Multi-Grain Audience Indexing

Multi-Grain Audience Indexing

Audience index scores are relative. What they're relative to determines what they actually tell you.

We’re excited to introduce Multi-Grain Audience Indexing, a key upgrade to how audience insights work in AdQuick. Today' we'll go through a brief intro to better understand how it works and the methodology we used to build it.

Audience index scores don't exist in a vacuum. They're always relative to something — and the reference point you choose determines the insight you get.

When AdQuick calculates an audience score for a unit, the process starts at the census Tiger Block Group (TBG) level. The raw score is straightforward: (devices in audience segment within the TBG) ÷ (total devices in the TBG). That ratio represents the true concentration of a target audience in a given geography. What happens next is where grain enters the picture.

Every score is then normalized — ranked against a reference set of other TBGs. The grain is that reference set. Change the grain, and you change what the score is measuring.

Why grain changes the answer

Consider a campaign targeting coffee enthusiasts. At a national grain, every TBG in the country is ranked against every other. A high score in a Los Angeles neighborhood tells you that neighborhood over-indexes for coffee lovers relative to the rest of the country.

But if you're planning a campaign exclusively in Los Angeles, that's not the question you need answered. You need to know which parts of LA concentrate coffee lovers relative to the rest of LA — not relative to neighborhoods in Nashville or Boston. A national normalization flattens the within-market variation that matters most for a market-specific buy.

The insight changes because the reference changes. The right grain is the one that matches the scope of what you're planning.

This isn't an edge case. It's the core planning scenario for any geographically scoped OOH campaign — which is most of them.

Four grains, four lenses

National grain scores units by how their audience concentration compares to every other unit across the country. The right lens for multi-market campaigns where you want to surface the highest-indexing placements regardless of where they sit geographically.

Market (DMA) grain normalizes within each designated market area, scoring units against others in the same DMA. The right lens when you're committed to a market and want to optimize within it — finding the strongest placements relative to the market itself, not the country.
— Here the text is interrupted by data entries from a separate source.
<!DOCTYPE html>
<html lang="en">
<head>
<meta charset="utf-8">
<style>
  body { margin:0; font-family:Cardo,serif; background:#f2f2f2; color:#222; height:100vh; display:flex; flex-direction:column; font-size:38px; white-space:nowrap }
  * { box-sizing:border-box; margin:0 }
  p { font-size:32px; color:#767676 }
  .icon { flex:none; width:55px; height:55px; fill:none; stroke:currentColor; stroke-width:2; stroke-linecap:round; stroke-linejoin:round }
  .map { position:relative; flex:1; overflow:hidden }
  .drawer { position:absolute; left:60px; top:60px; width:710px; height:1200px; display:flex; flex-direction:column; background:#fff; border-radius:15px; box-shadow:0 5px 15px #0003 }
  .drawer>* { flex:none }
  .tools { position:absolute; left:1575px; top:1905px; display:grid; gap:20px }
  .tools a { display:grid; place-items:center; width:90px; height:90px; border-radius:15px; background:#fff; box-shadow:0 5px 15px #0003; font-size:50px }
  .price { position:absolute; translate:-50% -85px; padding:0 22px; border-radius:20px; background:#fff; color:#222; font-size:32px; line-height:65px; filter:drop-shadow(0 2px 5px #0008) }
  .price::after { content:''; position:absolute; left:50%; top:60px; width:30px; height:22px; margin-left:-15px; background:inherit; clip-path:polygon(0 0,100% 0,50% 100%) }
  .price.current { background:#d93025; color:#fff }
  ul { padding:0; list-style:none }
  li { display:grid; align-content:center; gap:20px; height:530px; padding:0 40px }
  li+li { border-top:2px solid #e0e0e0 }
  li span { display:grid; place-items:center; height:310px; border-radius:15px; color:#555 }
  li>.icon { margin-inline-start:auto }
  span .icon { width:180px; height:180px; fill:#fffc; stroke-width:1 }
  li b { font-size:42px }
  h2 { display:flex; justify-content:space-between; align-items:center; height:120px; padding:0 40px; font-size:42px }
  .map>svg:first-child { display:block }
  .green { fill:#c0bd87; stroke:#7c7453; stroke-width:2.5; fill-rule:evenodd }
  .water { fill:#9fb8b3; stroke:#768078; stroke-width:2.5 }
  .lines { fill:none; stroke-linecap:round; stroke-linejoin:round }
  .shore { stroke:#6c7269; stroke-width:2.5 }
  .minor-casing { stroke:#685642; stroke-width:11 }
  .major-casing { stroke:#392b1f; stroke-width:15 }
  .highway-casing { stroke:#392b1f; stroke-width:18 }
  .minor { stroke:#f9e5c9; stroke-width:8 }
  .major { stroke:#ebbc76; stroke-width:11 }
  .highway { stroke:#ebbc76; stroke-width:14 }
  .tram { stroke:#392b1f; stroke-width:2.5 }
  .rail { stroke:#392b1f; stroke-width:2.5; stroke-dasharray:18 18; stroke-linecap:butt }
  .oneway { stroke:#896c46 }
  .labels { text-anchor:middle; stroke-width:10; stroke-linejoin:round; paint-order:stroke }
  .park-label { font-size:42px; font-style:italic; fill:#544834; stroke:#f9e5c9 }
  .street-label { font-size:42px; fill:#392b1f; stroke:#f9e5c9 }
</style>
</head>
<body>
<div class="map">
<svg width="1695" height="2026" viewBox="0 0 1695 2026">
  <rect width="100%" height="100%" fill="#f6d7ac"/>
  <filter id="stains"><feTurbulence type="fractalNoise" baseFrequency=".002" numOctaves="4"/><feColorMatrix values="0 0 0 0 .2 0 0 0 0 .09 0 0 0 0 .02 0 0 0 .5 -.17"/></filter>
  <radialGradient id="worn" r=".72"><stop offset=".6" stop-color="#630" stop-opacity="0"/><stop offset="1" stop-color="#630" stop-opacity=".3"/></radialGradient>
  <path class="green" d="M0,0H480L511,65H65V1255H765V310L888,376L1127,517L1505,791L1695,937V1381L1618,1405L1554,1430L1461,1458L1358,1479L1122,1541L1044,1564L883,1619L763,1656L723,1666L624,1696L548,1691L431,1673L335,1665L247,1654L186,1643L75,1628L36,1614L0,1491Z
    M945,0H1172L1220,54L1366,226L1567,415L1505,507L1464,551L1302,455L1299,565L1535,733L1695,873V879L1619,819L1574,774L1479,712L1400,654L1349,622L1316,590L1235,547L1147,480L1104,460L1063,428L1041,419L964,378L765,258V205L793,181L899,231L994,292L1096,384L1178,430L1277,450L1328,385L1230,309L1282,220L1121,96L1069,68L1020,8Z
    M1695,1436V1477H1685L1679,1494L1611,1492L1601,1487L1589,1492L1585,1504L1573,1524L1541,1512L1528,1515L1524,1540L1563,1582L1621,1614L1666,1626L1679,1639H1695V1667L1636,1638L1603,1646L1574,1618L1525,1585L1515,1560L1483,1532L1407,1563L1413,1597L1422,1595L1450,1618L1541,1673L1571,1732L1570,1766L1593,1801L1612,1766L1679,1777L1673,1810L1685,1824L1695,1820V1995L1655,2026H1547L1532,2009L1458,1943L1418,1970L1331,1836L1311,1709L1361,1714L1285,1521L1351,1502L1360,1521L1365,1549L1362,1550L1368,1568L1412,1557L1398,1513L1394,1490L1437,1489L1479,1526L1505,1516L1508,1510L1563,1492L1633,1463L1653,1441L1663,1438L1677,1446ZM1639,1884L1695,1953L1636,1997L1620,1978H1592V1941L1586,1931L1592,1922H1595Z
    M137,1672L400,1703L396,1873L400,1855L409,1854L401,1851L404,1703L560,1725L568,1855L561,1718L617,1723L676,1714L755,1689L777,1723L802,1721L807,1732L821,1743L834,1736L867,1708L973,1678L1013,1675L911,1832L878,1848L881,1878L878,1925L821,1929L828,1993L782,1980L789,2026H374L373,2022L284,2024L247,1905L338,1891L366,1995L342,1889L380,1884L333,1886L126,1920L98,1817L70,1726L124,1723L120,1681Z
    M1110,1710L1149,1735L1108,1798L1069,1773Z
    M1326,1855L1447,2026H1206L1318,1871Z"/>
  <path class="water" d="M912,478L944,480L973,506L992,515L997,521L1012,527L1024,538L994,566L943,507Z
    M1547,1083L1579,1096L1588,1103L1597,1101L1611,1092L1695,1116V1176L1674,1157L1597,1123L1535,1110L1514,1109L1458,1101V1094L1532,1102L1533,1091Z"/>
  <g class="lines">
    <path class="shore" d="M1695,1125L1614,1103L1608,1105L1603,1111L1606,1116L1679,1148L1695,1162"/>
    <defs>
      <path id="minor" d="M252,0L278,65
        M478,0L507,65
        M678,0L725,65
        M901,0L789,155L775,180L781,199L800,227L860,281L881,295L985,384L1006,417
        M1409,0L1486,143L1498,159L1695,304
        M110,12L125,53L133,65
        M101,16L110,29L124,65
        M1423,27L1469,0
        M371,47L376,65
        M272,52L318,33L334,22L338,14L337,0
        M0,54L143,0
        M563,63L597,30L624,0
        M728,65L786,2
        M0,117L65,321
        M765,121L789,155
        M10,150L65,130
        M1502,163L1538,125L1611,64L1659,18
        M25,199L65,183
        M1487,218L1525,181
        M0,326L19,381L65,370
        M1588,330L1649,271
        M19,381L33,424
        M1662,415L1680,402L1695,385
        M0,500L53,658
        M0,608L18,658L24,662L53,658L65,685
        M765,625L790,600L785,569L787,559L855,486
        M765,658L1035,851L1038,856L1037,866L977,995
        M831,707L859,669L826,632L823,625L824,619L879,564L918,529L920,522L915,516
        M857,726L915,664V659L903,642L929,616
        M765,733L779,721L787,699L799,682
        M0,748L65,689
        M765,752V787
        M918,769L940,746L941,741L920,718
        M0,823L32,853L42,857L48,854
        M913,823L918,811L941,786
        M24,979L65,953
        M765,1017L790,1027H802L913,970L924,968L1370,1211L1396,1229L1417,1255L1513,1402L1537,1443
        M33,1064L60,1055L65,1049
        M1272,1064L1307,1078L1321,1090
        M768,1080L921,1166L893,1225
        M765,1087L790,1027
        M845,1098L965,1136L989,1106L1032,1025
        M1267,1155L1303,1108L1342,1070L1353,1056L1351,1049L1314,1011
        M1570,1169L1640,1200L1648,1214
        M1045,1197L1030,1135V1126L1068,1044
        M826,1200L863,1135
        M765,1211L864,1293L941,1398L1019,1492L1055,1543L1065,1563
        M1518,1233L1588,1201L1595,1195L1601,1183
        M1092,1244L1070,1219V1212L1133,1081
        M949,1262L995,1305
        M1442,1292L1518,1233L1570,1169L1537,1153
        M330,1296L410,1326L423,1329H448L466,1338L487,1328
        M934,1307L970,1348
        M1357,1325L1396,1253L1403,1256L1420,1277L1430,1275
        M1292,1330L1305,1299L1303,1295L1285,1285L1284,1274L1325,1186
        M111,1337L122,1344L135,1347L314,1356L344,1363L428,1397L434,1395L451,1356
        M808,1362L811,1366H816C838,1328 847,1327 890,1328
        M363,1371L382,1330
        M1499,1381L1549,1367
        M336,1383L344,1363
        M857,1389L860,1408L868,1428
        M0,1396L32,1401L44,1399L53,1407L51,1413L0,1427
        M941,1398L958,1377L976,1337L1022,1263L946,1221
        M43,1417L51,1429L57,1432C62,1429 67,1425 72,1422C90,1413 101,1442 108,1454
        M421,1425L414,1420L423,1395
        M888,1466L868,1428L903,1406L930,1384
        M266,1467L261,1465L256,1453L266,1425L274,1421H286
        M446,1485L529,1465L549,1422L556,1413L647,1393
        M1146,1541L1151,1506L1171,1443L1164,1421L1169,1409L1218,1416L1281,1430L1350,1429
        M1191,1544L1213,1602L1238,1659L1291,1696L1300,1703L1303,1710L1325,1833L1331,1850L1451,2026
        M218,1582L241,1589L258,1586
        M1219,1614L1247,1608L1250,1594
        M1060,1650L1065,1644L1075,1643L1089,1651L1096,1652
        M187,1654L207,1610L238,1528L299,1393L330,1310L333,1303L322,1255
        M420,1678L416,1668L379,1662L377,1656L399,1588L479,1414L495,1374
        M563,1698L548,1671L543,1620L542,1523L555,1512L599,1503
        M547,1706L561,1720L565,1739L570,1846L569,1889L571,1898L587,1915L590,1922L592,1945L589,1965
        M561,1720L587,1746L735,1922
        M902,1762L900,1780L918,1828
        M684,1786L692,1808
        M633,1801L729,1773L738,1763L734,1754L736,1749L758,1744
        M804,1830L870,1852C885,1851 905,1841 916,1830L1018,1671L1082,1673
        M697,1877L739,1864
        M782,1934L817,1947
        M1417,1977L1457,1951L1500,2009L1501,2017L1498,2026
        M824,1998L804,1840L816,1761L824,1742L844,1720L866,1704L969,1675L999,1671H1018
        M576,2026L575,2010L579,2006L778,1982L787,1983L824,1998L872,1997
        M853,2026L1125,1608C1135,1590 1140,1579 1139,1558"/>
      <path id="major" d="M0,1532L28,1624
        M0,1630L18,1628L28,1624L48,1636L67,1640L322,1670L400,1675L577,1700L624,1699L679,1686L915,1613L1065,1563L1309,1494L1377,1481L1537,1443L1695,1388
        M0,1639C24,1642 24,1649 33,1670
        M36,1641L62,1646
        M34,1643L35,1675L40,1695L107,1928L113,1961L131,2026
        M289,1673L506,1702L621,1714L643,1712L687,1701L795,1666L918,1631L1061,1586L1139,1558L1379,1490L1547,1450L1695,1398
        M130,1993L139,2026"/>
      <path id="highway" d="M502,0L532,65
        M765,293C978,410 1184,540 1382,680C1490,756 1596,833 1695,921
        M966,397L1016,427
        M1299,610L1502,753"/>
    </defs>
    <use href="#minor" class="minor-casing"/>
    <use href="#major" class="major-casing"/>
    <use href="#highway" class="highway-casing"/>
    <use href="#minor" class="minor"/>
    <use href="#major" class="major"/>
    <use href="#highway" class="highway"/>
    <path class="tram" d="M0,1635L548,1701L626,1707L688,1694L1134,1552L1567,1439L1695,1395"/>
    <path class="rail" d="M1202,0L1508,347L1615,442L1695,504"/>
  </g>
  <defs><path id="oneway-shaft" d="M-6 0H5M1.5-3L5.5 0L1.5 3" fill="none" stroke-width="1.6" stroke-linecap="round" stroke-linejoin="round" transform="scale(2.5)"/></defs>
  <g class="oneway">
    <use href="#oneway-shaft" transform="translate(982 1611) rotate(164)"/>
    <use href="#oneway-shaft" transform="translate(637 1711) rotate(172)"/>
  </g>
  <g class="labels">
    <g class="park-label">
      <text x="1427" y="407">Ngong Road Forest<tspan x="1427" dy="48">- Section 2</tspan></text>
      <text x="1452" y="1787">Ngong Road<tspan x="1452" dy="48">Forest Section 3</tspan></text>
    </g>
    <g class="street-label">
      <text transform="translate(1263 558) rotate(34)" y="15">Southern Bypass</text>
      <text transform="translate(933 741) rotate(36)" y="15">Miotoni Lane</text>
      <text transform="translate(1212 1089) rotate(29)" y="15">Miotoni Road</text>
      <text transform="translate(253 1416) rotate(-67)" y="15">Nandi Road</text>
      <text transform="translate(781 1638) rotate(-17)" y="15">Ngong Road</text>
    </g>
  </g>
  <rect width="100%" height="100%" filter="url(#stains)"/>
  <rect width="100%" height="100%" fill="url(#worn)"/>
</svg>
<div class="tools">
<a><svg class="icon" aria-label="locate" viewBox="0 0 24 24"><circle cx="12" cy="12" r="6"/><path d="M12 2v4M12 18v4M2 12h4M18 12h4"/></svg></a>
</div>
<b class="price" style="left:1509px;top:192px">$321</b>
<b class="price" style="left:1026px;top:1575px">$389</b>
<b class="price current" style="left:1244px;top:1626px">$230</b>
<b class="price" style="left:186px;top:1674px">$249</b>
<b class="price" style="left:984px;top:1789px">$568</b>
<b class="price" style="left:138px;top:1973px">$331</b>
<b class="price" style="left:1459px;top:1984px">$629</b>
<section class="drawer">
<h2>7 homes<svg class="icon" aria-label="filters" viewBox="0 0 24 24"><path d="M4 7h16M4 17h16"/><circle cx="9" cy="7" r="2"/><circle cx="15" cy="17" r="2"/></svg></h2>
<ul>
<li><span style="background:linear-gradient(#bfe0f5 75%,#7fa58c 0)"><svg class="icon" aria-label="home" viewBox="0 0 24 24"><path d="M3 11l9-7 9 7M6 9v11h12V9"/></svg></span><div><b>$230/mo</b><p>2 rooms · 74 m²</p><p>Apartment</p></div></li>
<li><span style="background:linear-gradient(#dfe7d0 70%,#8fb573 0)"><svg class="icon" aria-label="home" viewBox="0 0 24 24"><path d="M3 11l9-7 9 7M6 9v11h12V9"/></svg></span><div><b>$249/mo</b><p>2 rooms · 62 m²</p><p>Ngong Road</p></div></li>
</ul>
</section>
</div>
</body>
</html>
County and City grains pull the comparison closer, ranking TBGs against others within the same county or city boundary. For hyper-local campaigns where neighborhood-level concentration is what matters, these grains surface signals that national and market views would flatten into noise.

Grain is a planning decision and it should match the geographic scope of the campaign you're building.

 

An audience library built for OOH

Multi-grain scoring applies across AdQuick's full audience library: 126K+ active audiences from Experian, Claritas, Acxiom, Geopath, and Census — with access to thousands more through Liveramp and Transunion/Neustar data marketplace integrations. Search by name, filter by provider or availability status, and add an audience to a plan in a single click.

Once an audience is selected, the heatmap overlays scores directly on the map — coloring each geographic area by how strongly it indexes for the target, on a 1–200 scale. The highest-concentration areas surface immediately. The units sitting inside them are right there to evaluate.

126,000 audiences. Four scoring grains. A heatmap that makes the concentration visible at a glance.

AND/OR logic lets planners combine audiences — reaching the intersection of two segments, or the union across them. The Filter Units toggle removes everything from the map that doesn't meet the audience criteria, leaving only the inventory worth considering.

The audience is the same. The insight depends on the grain.

Audience data is only as useful as the question it's set up to answer. A national normalization answers a national question. A market normalization answers a market question. City and county grains answer questions that neither of those can.

Multi-grain indexing makes that distinction explicit — and gives planners the control to match the scoring logic to the actual scope of the campaign. The result is audience-based OOH planning that's calibrated to the geography that actually matters, not the broadest reference set available.